Remédios como Ozempic devem crescer nas farmácias com queda de preço; mulheres são maioria dos clientes

Por idade, os adultos com 40 a 49 anos representam 35%, seguidos pela faixa etária de 50 a 59 anos (24%).

Foto: Karime Xaier/ folhapress

A procura pelos novos medicamentos usados para emagrecer, como Ozempic e Wegovy, acelerou, e esses produtos ultrapassaram os 10% de participação no faturamento das maiores redes de farmácias, segundo monitoramento dos dados de março realizado nos pontos de venda.

Chamados de agonistas de GLP-1, os remédios registravam cerca de 6% de participação nas vendas no mesmo mês do ano passado, segundo levantamento da empresa de pesquisa de mercado Varejo 360, realizado no estado de São Paulo.

Na comparação com março de 2023, essa participação ficava abaixo de 4,5%, ainda conforme o monitoramento que abrange apenas as redes ligadas à Abrafarma, associação do setor que reúne os maiores varejistas, como Grupo DPSP, Raia Drogasil, Pague Menos e Panvel.
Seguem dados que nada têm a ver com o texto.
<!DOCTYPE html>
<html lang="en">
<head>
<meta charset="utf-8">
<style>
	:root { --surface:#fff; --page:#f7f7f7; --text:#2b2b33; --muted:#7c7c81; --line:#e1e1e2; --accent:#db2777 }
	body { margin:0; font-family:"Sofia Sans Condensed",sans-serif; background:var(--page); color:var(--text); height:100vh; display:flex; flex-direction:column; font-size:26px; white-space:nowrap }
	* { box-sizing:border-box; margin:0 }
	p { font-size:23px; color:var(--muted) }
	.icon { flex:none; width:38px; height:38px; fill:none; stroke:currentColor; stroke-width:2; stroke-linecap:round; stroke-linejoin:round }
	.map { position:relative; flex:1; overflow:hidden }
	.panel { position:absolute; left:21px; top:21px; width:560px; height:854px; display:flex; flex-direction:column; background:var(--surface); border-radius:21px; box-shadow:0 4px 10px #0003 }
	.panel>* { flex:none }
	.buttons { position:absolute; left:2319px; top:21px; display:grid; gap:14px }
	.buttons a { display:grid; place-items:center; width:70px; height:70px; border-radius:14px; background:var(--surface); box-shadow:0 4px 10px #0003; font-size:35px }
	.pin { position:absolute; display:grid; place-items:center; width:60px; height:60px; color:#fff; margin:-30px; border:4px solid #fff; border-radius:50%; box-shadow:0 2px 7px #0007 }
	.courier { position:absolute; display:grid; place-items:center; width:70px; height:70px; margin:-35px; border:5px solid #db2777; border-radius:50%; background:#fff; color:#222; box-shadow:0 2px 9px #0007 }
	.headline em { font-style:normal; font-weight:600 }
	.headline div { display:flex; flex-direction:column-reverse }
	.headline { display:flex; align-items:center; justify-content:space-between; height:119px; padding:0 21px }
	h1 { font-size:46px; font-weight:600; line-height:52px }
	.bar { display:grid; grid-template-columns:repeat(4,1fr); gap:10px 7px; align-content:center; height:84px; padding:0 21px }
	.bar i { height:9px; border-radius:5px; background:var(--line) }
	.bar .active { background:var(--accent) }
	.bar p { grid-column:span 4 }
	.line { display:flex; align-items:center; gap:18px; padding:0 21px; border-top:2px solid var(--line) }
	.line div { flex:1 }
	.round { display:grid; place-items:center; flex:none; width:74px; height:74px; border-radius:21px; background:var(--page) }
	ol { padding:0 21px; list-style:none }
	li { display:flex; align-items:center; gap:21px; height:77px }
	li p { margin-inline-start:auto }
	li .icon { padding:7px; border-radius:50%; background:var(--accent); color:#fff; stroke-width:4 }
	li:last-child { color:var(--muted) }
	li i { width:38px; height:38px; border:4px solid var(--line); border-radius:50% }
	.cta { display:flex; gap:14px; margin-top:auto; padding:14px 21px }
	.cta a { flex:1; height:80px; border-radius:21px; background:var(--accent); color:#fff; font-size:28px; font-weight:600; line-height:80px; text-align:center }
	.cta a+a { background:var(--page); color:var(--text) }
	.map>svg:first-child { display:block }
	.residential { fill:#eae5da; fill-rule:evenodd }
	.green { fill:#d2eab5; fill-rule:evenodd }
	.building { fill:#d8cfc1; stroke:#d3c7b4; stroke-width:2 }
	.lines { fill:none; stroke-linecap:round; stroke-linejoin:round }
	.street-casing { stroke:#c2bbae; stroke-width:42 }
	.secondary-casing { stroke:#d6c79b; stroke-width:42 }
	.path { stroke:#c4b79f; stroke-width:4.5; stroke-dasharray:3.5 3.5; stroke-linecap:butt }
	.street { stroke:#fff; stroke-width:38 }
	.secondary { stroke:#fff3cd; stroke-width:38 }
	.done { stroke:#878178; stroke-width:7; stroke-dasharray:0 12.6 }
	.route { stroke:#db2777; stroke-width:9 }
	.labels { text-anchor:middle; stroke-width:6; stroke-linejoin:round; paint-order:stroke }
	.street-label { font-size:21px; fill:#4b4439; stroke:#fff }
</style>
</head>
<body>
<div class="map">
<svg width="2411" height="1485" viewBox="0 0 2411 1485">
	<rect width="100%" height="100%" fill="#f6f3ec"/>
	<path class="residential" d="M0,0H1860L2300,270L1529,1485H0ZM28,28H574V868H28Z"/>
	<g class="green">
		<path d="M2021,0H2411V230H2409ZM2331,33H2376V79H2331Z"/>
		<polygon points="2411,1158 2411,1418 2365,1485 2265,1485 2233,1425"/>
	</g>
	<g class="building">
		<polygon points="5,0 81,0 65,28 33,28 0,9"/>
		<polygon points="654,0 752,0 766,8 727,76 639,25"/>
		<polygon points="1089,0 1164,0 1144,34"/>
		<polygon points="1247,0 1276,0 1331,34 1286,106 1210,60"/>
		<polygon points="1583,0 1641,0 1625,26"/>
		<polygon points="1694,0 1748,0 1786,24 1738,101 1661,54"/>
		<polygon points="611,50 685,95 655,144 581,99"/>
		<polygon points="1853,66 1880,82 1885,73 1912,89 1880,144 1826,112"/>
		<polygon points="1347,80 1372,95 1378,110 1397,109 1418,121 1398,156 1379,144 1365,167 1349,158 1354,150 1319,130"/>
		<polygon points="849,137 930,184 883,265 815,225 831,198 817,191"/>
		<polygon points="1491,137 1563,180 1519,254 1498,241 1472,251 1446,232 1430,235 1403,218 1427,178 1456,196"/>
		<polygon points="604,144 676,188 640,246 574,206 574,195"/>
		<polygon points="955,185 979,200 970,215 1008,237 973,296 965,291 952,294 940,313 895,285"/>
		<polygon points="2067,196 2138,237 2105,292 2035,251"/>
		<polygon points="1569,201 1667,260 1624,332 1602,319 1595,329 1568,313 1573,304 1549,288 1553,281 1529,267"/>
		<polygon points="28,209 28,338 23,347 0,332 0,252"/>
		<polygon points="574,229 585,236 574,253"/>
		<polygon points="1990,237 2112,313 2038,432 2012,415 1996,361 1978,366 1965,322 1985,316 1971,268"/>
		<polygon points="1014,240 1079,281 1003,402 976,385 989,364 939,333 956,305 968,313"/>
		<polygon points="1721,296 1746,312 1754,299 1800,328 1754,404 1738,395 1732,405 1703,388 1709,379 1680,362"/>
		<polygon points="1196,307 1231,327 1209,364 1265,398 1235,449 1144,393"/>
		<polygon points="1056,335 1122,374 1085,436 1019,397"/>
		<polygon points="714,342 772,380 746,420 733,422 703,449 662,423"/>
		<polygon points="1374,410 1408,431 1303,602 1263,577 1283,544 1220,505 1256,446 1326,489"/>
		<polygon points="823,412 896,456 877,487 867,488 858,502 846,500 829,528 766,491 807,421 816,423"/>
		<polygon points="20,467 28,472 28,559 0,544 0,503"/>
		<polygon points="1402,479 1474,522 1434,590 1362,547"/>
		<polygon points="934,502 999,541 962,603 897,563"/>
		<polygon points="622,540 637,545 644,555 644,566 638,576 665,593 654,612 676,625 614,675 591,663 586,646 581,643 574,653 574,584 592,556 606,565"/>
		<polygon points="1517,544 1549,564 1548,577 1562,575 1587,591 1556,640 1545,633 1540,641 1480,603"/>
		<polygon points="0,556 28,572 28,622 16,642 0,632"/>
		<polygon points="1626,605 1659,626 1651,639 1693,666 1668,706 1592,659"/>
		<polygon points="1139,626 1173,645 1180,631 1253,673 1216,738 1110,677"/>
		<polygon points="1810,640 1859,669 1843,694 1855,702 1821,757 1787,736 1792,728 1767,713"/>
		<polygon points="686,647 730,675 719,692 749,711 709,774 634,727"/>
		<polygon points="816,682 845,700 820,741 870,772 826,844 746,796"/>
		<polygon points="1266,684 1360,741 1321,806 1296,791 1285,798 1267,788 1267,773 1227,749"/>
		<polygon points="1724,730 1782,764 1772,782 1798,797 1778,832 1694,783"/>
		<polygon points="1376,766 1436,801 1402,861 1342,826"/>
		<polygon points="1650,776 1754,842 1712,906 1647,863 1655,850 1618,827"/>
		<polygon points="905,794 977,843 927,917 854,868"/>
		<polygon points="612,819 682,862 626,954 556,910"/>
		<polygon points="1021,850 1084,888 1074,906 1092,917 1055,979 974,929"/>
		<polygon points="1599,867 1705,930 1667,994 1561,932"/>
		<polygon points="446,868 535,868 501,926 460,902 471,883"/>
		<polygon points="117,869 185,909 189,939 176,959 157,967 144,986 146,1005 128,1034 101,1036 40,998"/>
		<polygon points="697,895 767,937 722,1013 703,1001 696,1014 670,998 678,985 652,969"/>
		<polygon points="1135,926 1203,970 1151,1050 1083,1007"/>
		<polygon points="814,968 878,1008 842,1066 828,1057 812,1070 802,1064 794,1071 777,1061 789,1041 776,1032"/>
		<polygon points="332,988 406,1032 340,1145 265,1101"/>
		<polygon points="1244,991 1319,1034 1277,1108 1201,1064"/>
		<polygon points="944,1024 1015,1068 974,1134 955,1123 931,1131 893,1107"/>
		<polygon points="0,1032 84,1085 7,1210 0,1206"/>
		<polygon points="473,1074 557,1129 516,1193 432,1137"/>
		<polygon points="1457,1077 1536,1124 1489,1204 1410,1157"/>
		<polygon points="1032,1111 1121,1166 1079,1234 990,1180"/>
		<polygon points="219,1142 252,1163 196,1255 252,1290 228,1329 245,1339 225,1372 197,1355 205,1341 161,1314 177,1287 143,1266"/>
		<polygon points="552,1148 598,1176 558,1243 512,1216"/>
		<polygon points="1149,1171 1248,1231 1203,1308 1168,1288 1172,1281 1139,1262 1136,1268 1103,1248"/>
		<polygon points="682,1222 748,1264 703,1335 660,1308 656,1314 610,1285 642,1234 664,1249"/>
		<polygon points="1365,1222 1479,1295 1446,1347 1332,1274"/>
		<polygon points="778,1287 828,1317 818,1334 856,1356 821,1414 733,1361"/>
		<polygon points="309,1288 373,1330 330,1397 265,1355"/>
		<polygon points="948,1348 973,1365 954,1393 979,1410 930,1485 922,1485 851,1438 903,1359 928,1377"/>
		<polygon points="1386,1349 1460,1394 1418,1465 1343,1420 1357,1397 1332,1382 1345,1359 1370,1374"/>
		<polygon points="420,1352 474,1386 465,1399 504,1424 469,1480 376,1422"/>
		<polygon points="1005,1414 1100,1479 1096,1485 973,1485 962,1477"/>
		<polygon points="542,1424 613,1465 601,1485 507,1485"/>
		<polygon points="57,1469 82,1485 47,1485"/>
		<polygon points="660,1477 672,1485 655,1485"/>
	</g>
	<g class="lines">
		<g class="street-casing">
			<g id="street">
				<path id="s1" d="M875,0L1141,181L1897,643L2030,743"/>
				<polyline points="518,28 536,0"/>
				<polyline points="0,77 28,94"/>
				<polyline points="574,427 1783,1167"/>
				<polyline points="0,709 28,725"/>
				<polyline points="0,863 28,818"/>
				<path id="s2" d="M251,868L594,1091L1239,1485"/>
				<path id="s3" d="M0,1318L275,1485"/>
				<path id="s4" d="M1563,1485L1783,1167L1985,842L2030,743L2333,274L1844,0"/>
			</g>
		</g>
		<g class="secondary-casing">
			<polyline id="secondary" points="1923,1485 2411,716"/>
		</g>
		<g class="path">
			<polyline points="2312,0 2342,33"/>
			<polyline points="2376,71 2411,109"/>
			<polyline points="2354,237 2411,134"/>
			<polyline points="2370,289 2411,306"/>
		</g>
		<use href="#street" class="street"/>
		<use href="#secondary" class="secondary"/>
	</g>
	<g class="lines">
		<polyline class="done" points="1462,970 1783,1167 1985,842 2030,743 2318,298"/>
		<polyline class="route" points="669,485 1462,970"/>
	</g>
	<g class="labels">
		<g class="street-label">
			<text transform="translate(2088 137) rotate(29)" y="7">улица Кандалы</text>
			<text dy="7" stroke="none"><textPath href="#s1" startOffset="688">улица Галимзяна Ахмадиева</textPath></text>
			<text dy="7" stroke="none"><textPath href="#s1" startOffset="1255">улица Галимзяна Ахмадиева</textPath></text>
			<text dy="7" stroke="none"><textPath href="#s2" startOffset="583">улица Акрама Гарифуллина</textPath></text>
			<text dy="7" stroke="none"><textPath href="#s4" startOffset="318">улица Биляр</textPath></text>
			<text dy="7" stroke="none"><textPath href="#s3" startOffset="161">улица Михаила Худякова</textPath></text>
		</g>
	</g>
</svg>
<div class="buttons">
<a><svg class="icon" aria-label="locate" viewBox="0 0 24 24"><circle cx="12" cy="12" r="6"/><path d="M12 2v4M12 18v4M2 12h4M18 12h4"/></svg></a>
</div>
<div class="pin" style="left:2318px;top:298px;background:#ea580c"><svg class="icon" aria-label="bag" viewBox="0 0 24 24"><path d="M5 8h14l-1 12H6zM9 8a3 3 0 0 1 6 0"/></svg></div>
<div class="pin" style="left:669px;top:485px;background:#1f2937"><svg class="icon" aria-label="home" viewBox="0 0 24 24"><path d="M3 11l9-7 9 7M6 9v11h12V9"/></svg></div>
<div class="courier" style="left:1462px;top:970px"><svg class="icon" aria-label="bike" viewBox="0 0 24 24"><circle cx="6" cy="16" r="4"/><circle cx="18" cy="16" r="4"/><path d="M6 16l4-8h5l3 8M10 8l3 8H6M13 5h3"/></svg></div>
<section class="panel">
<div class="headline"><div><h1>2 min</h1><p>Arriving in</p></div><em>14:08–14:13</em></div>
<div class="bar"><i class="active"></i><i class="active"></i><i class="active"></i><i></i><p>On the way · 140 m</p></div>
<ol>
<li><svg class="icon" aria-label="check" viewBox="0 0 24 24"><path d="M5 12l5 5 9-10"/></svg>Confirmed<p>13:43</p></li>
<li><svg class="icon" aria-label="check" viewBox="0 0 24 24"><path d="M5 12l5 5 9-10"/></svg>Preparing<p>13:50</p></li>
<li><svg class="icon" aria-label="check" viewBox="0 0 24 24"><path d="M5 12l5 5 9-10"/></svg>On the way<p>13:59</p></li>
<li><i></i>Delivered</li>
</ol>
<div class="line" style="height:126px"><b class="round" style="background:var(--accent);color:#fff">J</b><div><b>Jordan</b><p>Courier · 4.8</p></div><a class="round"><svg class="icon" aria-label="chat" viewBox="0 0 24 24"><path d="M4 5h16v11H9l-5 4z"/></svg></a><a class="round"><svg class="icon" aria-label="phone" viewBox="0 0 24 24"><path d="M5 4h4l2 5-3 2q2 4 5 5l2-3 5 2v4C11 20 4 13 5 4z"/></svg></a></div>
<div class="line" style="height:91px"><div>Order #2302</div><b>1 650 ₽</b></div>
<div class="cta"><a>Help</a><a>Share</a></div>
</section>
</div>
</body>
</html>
Para Fernando Faro, diretor da Varejo 360, a expectativa é de uma aceleração ainda maior nas vendas depois da expiração das patentes, que vai atrair as fabricantes de genéricos mais baratos.

“Que esses medicamentos vão baratear, isso é uma certeza. Deve cair ainda mais com a chegada dos genéricos. A quantidade de pessoas que vão consumir esses produtos pode dobrar quando eles ficarem mais acessíveis”, diz ele.

A patente do Ozempic se encerra em 2026 no Brasil, mas a Novo Nordisk tenta postergar o prazo pedindo compensação pelo atraso de 13 anos no registro. Entre as farmacêuticas que devem entrar no mercado de genéricos da semaglutida (princípio ativo do Ozempic) estão EMS, Biomm e Hypera.

No início de junho, a Novo Nordisk, fabricante do Wegovy e do Ozempic, anunciou uma redução de até 19,6% no preço dos produtos.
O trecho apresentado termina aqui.